Additionally, instructions to the Petition of Appeal, Form A-1, promulgated by the Director of the Division of Taxation, notifies taxpayers that an "appeal must be received (not merely postmarked) by the county board of taxation on or before April 1 of the tax year, or 45 days from the date the bulk mailing of Notification of Assessment is completed in the taxing district, whichever is later." Those instructions further caution taxpayers that "[a]n appeal received after the close of business...will result in dismissal of the appeal."

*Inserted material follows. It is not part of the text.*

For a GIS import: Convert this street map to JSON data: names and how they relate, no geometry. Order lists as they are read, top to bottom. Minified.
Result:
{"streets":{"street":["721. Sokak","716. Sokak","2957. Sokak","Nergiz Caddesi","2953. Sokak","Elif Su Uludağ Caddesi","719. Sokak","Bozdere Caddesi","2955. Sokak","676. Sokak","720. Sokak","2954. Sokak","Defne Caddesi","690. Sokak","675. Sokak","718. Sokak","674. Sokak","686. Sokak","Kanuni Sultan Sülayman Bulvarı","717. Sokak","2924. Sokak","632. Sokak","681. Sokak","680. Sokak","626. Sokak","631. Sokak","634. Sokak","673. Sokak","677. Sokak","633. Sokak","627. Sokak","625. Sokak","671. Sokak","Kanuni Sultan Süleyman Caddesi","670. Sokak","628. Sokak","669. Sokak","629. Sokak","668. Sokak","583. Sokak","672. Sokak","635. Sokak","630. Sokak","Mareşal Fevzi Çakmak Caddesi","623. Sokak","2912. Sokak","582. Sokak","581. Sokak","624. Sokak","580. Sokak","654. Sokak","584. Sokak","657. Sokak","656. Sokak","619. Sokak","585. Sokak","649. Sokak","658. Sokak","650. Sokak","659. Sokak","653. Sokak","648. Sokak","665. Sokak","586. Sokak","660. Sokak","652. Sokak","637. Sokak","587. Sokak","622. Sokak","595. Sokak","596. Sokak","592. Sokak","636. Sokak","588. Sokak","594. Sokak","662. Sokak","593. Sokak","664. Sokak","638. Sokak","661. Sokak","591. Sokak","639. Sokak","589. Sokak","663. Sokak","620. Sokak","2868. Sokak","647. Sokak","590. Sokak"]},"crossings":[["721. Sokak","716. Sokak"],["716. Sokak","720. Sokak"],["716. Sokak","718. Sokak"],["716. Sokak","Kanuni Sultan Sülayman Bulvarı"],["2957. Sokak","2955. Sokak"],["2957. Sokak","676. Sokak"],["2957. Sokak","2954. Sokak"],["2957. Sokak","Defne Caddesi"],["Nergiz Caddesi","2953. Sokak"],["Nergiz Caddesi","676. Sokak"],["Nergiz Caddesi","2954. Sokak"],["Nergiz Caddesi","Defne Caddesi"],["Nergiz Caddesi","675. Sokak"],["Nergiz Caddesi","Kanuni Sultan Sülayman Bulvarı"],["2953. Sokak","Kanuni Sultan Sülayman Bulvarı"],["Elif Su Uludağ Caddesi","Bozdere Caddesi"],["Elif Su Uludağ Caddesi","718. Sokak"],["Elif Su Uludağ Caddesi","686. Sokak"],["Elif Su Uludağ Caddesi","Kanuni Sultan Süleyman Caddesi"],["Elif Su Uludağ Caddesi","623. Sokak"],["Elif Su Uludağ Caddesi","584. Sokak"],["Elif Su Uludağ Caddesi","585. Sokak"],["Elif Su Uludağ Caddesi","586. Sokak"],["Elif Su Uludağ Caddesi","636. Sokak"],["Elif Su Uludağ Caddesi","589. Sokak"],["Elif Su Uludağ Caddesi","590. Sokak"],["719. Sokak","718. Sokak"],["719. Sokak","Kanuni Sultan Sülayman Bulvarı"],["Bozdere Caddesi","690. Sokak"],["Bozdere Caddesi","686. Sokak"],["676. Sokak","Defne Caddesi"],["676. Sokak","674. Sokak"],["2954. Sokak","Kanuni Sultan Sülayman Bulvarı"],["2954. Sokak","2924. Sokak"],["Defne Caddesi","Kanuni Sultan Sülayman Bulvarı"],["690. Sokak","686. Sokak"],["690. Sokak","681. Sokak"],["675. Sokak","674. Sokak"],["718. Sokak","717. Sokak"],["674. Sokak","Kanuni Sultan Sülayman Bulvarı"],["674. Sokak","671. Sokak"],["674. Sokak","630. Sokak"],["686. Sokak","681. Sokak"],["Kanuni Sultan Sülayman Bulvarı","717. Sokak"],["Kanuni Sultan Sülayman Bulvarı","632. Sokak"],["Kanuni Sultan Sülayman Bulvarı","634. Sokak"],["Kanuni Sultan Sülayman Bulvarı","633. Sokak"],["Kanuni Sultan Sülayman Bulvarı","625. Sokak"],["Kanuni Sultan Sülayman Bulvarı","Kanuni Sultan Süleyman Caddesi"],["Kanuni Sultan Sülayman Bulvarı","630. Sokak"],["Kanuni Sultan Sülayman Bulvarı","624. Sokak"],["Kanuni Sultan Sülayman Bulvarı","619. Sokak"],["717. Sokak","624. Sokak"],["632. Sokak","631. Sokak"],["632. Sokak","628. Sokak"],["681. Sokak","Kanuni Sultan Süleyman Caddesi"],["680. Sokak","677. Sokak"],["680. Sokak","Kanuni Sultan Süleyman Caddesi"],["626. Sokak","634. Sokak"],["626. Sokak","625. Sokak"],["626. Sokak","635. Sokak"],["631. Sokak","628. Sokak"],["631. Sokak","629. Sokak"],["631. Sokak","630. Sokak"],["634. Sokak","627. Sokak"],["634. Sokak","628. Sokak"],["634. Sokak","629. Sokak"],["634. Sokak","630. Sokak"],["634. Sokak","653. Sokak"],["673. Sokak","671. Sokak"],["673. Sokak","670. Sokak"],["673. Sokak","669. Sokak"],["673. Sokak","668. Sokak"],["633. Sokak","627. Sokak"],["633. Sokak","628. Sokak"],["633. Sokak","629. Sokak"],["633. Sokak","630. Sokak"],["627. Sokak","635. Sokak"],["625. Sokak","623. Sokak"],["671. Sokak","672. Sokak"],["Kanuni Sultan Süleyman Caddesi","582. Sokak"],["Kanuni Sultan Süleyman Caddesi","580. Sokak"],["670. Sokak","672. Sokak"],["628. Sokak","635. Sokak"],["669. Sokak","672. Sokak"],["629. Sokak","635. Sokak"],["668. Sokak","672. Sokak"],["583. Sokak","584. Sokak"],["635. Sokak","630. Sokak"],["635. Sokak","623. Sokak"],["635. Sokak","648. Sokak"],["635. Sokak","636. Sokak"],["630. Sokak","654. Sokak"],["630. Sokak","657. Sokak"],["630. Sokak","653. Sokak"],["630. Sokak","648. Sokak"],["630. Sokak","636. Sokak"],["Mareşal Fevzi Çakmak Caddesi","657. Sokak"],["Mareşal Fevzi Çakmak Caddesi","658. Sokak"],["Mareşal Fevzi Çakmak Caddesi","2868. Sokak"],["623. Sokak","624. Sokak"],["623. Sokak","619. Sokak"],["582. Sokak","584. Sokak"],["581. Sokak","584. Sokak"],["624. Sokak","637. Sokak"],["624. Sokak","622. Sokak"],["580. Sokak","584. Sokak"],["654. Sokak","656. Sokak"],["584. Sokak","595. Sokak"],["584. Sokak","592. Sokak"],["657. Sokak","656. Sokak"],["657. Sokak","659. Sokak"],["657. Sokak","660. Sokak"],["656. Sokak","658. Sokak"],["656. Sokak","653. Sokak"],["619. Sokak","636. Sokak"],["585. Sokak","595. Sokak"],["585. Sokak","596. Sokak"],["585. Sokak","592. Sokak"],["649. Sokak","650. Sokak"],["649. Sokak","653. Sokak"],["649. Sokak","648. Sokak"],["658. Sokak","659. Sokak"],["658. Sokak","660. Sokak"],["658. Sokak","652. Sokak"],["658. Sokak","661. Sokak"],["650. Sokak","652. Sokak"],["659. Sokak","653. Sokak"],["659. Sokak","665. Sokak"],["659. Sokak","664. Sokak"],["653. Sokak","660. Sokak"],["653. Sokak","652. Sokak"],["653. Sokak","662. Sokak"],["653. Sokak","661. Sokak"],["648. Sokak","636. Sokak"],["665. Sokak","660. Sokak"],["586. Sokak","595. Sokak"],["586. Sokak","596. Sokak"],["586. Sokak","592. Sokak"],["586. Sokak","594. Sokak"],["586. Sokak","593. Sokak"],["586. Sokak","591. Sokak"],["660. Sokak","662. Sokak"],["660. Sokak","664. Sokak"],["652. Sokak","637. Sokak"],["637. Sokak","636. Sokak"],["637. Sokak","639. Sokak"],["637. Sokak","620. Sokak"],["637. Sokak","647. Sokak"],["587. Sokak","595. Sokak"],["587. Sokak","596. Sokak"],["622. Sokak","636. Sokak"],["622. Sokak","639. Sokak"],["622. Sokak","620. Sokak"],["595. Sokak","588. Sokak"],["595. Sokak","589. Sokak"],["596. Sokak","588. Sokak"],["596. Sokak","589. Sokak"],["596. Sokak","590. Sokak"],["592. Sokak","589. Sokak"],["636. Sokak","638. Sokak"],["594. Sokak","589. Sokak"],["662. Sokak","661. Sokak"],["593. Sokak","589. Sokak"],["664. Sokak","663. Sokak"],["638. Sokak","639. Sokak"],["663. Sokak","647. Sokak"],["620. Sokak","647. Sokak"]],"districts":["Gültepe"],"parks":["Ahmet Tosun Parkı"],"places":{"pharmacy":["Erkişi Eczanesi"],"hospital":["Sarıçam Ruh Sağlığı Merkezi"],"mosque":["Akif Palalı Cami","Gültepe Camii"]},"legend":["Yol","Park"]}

Plaintiffs contend that defendant's reliance upon F.M.C. Stores Co., supra, is misplaced, because the Supreme Court's ruling "applied the 'square corners' doctrine to New Jersey local property tax matters", which plaintiffs argue "supports the plaintiff's case." The court disagrees. In F.M.C. Stores Co., supra, the Supreme Court was unpersuaded by the municipality's argument that the taxpayer would be afforded a litigational advantage if the municipality was barred from filing an appeal after expiration of the statutory deadline. In denying the municipality's claim for relief, the Supreme Court recognized that N.J.S.A. 54:3-21 "prescribes a carefully structured procedural framework for resolving tax disputes and requires strict adherence to the statutory plan." Id. at 429. Observance of the policy of "applying strict time limitations to tax matters is based upon the very nature of our administrative tax structure." Id. at 425 (quoting Galloway Township v. Petkevis, 2 N.J. Tax 85 (Tax 1980)). This policy ensures that municipalities can adopt responsible and accurate budgets based upon their taxable ratables. Ibid. Hence, the statutory deadline imposed under N.J.S.A. 54:3-21 is a "nonmodifiable jurisdictional requirement", and the plaintiffs' failure to strictly adhere to the statutory requirements deprives the court of jurisdiction in this matter. Id. at 423-24.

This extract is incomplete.